Plan: | Wateringse Veld - Zuid |
---|---|
Status: | vastgesteld |
Plantype: | bestemmingsplan |
IMRO-idn: | NL.IMRO.0518.BP0172BWateringZd-50VA |
Veel archeologische waarden in de bodem van Den Haag zijn nog niet of slechts gedeeltelijk bekend. In gebieden waar de waarden niet bekend zijn maar waar de bodemopbouw de aanwezigheid van archeologische waarden mogelijk maakt, is sprake van een archeologische verwachting. Aan de hand van de Archeologische Waarden- en Verwachtingenkaart van de gemeente Den Haag, de Archeologische Monumentenkaart (AMK), de Indicatieve Kaart van Archeologische Waarden (IKAW), de Cultuurhistorische Hoofdstructuur (CHS) van Zuid-Holland en lokale waardenkaarten zijn voor het plangebied de grenzen van het archeologisch waardevol gebied bepaalt.

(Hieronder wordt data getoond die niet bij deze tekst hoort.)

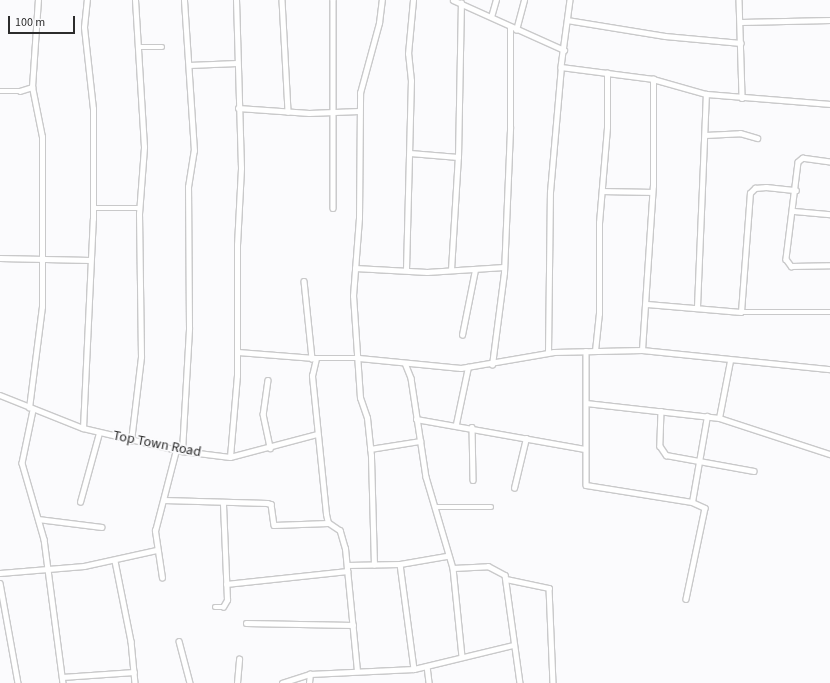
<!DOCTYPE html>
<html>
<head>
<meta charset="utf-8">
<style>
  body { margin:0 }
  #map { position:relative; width:830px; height:683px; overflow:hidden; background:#fbfbfd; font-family:"Source Sans 3",sans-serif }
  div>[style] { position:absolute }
  .roads { filter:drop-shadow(1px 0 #c9c9ca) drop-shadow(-1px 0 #c9c9ca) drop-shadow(0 1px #c9c9ca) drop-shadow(0 -1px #c9c9ca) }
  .minor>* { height:4.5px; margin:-2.25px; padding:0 2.25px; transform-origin:2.25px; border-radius:2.25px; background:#fff }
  span { translate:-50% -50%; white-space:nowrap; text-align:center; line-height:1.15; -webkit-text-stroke:3.5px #fbfbfd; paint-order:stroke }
  .street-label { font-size:14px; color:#2c2c2c }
  .scale { position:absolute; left:8px; top:16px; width:67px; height:18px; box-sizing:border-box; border:2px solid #2c2c2c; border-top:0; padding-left:5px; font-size:12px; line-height:14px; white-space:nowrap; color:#2c2c2c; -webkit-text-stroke:3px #fbfbfd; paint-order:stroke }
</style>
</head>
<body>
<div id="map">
  <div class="roads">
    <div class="minor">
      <i style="left:282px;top:0;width:112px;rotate:86.9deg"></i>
      <i style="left:333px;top:0;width:208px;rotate:90deg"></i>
      <i style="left:453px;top:0;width:122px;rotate:24.2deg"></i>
      <i style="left:570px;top:0;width:68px;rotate:97.7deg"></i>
      <i style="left:561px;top:67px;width:93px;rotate:7.4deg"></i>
      <i style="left:653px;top:79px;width:55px;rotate:15.8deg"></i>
      <i style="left:706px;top:94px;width:124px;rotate:4.6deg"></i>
      <i style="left:739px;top:0;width:98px;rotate:88.2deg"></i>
      <i style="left:491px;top:17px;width:18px;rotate:-74deg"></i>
      <i style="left:567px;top:20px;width:99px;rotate:9.3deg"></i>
      <i style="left:665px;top:36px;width:76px;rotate:5.3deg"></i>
      <i style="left:741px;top:22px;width:89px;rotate:-1.3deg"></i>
      <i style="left:516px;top:30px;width:31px;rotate:-75deg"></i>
      <i style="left:138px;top:47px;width:24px"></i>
      <i style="left:189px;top:65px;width:48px;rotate:-2.4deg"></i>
      <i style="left:0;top:91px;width:20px"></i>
      <i style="left:20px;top:91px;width:13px;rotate:-18deg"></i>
      <i style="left:238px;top:108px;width:71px;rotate:4deg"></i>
      <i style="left:309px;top:113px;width:50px;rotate:-2.3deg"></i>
      <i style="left:705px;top:135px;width:35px;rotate:-3deg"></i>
      <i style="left:740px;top:133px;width:18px;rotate:16deg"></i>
      <i style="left:410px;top:153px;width:48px;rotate:4.8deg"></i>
      <i style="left:830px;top:162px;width:27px;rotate:-172deg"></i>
      <i style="left:803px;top:158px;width:6px;rotate:141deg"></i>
      <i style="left:798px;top:162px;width:98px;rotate:97.1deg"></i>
      <i style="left:786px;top:259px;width:9px;rotate:54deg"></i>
      <i style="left:791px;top:266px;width:39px;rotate:-1deg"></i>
      <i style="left:603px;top:191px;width:49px;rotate:1.2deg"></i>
      <i style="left:93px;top:208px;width:46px"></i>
      <i style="left:794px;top:211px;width:36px;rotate:5deg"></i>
      <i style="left:0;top:258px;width:90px;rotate:1.3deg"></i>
      <i style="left:355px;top:268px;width:72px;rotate:3.2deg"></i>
      <i style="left:427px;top:272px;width:77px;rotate:-3.7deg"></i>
      <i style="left:406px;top:270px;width:189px;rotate:-88.5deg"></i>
      <i style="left:411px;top:81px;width:27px;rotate:-96deg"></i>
      <i style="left:408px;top:54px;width:54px;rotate:-84.7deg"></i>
      <i style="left:451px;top:270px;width:113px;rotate:-86.5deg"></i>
      <i style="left:458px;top:157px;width:154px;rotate:-88.9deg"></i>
      <i style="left:304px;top:281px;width:78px;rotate:84.1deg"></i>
      <i style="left:647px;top:304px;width:94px;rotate:4.9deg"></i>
      <i style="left:741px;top:312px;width:89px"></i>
      <i style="left:697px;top:307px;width:213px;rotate:-87.6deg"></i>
      <i style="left:741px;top:312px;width:119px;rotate:-85.7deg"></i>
      <i style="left:750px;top:193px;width:7px;rotate:-45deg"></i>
      <i style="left:755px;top:188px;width:11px;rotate:-5deg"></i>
      <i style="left:766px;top:187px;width:30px;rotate:6deg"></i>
      <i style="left:462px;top:335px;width:66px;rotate:-78.7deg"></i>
      <i style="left:642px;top:350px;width:164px;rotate:-86.2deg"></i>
      <i style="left:653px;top:186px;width:107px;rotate:-90deg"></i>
      <i style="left:586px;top:351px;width:134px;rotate:90deg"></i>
      <i style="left:586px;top:485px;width:107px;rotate:9.1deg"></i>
      <i style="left:692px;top:502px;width:14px;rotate:25deg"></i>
      <i style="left:705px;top:508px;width:93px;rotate:101.8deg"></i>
      <i style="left:595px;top:351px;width:37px;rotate:-84deg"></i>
      <i style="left:599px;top:314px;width:91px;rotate:-90deg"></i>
      <i style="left:599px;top:223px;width:96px;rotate:-85.2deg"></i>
      <i style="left:607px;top:127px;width:54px;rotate:-90deg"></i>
      <i style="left:238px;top:352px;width:76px;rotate:4.5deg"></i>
      <i style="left:548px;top:353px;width:161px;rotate:-89.3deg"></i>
      <i style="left:550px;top:192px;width:125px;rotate:-85deg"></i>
      <i style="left:405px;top:363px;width:16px;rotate:68deg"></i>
      <i style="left:411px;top:378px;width:100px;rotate:81.4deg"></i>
      <i style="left:426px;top:477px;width:95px;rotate:73.5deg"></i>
      <i style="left:453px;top:568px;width:88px;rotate:84.2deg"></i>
      <i style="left:492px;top:365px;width:93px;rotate:-82.6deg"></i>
      <i style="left:504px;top:273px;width:146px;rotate:-87.6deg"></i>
      <i style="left:510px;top:127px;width:100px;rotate:-90deg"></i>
      <i style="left:268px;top:380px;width:34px;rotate:98deg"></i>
      <i style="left:263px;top:414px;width:35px;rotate:78deg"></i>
      <i style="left:0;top:395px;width:89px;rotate:21.7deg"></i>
      <i style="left:83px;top:428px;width:102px;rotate:13.1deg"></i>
      <i style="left:182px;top:451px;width:48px;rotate:7.1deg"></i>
      <i style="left:230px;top:457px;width:90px;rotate:-14.8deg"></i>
      <i style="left:586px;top:403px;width:134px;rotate:6.4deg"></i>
      <i style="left:719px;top:418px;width:117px;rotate:18deg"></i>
      <i style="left:29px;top:408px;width:102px;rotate:-82.7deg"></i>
      <i style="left:42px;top:307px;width:170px;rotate:-90deg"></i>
      <i style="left:42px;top:137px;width:51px;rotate:-101.3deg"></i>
      <i style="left:32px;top:87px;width:87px;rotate:-86.1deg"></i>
      <i style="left:33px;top:410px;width:54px;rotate:101.7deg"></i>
      <i style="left:22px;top:463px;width:79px;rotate:73.9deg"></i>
      <i style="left:44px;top:539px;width:145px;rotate:82.5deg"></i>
      <i style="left:661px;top:411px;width:35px;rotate:92deg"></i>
      <i style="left:660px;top:446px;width:11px;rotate:56deg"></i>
      <i style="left:666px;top:455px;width:89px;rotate:10.3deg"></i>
      <i style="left:719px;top:418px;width:58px;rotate:-79.1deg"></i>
      <i style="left:416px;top:419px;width:171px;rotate:10.1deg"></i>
      <i style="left:456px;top:424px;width:58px;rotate:-78.1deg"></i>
      <i style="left:472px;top:427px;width:53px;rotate:88.9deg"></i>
      <i style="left:83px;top:428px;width:209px;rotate:-87.3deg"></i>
      <i style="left:93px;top:219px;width:110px;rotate:-90deg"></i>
      <i style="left:93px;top:109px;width:82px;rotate:-96.3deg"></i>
      <i style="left:84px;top:27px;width:27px;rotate:-84deg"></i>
      <i style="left:131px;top:441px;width:85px;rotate:-83.2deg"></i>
      <i style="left:141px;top:357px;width:143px;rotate:-90.8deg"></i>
      <i style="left:139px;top:214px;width:67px;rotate:-85.7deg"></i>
      <i style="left:144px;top:147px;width:147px;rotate:-93.5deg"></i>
      <i style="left:370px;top:449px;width:51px;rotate:-9.1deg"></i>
      <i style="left:182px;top:451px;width:123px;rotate:-86.7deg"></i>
      <i style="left:189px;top:328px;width:141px;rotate:-90.4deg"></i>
      <i style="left:188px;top:187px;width:36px;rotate:-81deg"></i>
      <i style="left:194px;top:151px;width:151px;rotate:-93.8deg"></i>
      <i style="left:230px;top:457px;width:81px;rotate:-85.1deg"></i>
      <i style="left:237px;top:376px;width:131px;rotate:-90deg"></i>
      <i style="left:237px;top:245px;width:77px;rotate:-87deg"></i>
      <i style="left:241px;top:168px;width:168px;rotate:-91.7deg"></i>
      <i style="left:514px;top:488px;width:51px;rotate:-76.5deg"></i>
      <i style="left:164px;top:500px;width:103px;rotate:1.7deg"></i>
      <i style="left:267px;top:503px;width:4px;rotate:14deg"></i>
      <i style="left:271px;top:504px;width:21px;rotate:82deg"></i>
      <i style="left:274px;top:525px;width:54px;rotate:-2.1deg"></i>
      <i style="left:80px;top:502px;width:72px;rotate:-74.6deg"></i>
      <i style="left:692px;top:502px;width:87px;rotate:-80.1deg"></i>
      <i style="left:437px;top:507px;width:54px"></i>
      <i style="left:38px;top:519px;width:64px;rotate:7.2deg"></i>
      <i style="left:115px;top:561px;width:82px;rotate:78.7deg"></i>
      <i style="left:131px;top:641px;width:42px;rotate:84.6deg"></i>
      <i style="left:400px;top:564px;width:106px;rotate:82.4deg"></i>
      <i style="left:347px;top:565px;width:53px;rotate:-1.1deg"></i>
      <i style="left:400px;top:564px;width:48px;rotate:-9.7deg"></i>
      <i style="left:374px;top:565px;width:109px;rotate:-91.6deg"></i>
      <i style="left:371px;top:456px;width:38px;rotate:-96deg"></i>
      <i style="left:367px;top:418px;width:21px;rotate:-109deg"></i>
      <i style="left:360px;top:398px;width:102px;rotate:-93.9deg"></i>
      <i style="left:353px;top:296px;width:78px;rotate:-85.6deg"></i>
      <i style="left:359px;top:218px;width:125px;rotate:-89.5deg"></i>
      <i style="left:360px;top:93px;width:73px;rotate:-74.8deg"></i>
      <i style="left:379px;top:23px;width:23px;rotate:-83deg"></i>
      <i style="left:453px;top:568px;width:35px;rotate:-3deg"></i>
      <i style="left:488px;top:566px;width:19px;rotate:28deg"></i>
      <i style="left:505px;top:575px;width:109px;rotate:82.1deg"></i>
      <i style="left:0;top:573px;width:84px;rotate:-4.8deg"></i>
      <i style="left:84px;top:566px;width:75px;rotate:-12.4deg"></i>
      <i style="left:162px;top:578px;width:48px;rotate:-98.5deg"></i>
      <i style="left:155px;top:531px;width:84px;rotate:-75.5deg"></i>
      <i style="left:506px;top:579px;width:44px;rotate:11.8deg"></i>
      <i style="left:549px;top:588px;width:95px;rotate:87.6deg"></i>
      <i style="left:0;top:583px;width:102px;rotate:79.8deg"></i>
      <i style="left:226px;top:584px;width:122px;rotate:-6.1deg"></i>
      <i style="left:215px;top:607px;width:8px"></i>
      <i style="left:223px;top:607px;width:8px;rotate:-60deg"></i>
      <i style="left:227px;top:600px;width:97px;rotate:-92.4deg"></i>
      <i style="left:246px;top:623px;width:107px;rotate:1.1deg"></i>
      <i style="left:179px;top:641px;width:43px;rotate:75.3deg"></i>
      <i style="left:427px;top:666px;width:17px;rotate:83deg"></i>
      <i style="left:357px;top:671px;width:123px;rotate:-95.6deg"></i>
      <i style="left:345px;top:549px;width:19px;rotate:-106deg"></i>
      <i style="left:340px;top:531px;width:14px;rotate:-146deg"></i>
      <i style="left:328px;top:523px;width:9px;rotate:-103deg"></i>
      <i style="left:326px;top:514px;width:139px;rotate:-95.8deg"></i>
      <i style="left:312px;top:376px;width:18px;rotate:-77deg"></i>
      <i style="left:316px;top:358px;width:43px"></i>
      <i style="left:359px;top:358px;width:102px;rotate:5.6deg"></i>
      <i style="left:461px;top:368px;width:94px;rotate:-9.8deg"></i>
      <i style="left:554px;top:352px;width:88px;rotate:-1.3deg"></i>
      <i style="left:642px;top:350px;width:189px;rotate:5.8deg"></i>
      <i style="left:62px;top:677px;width:72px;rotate:-4deg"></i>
      <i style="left:237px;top:683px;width:24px;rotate:-85deg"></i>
      <i style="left:282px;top:683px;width:29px;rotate:-18deg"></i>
      <i style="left:310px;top:674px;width:104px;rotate:-2.8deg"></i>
      <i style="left:414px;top:669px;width:102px;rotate:-13.6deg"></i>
      <i style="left:309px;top:683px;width:9px;rotate:-84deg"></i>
    </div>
  </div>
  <div class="street-label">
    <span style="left:157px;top:444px;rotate:11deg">Top Town Road</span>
  </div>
  <div class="scale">100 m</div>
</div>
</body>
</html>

Aan de kaarten van de Cultuurhistorische Hoofdstructuur Zuid-Holland valt af te lezen dat de zuidelijke helft van het plangebied van Wateringse Veld-Zuid – aangegeven met een lichtgrijze tint – overwegend een lage kans op archeologische sporen kent. Volgens de kaart met de gecombineerde waarden is er binnen het donkergrijs aangeduide gedeelte ter hoogte van de vroegere loop van de Gantel (ter hoogte van het Oosteinde en iets ten noorden daarvan) een zeer grote kans op archeologische sporen. In het grijze gebied ertussen (Parkbuurt Oosteinde, het noordelijke deel van Eilanden en het deel van Lage Veld ten noorden van de Middenweg) bestaat een redelijke tot grote kans op archeologische sporen. De locatie van de 17e-eeuwse boerderij aan de Rijnerwatering is aangeduid als een terrein van hoge archeologische waarde. Voorafgaand aan de bouw van Wateringse Veld zijn dan ook vanaf 1996 verschillende archeologische opgravingen gedaan.
Binnen Parkbuurt Oosteinde is voor de aanvang van de bouwactiviteiten een inventariserend onderzoek verricht dat 8 vindplaatsen opleverde. Vier daarvan stammen uit het neolithicum, de vier andere uit de ijzertijd en de Romeinse tijd. Een aantal vondsten werden opgegraven omdat ze in verband met de inrichting tot woongebied niet behouden konden blijven. Voor de Oud- en Nieuw-Wateringveldsche Polder bestond voor het bouwrijp maken ervan de verwachting dat in dit gebied alleen neolithische vindplaatsen zouden worden aangetroffen. In het Oosteinde en omgeving werden vondsten uit de Late IJzertijd of de Romeinse tijd verwacht. Het gebied ten zuiden van de Middenweg werd een laag archeologisch potentieel toegedicht. Vindplaatsen werden lager dan 4 meter beneden NAP niet verwacht.
Vanaf 1996 zijn op verschillende plaatsen in het gebied opgravingen gedaan, vooral bij het Oosteinde en de Bovendijk. Daarbij zijn bewoningssporen uit de prehistorie, de Romeinse tijd en de late middeleeuwen aangetroffen. In het gebied zijn veel sporen uit de Romeinse tijd opgegraven, variërend van sporen van boerderijen tot complete greppelsystemen. Vlakbij het Oosteinde werden tijdens opgravingen de contouren van een complete boerderij van de Cananefaten zichtbaar. Niet ver daarvandaan werd een Romeinse weg blootgelegd. Maar de belangrijkste vondst werd gedaan in 1997: nabij het Oosteinde werd een viertal mijlpalen blootgelegd, naast de belangrijke weg die hier in de tweede eeuw na Christus is aangelegd. Deze mijlpalen hadden twee functies: bewegwijzering en promotiezuil voor de keizers die hun heldendaden op zulke palen lieten vastleggen. De mijlpalen zijn door 4 verschillende Romeinse keizers opgericht. De vondst van de 4 Romeinse mijlpalen vormt het voorlopige hoogtepunt. Nu staan replica's van deze mijlpalen opgesteld aan het Oosteinde ter hoogte van de Laan van Wateringse Veld. Ook op een andere plaats in Wateringse Veld-Zuid wordt de herinnering aan de Romeinse tijd levendig gehouden: op het vlakbij de mijlpalen gelegen Luchtenburgplein is een kinderspeelplaats ingericht in de vorm van een boerderij met een veekraal waar in voorbije tijden het vee ingedreven werd.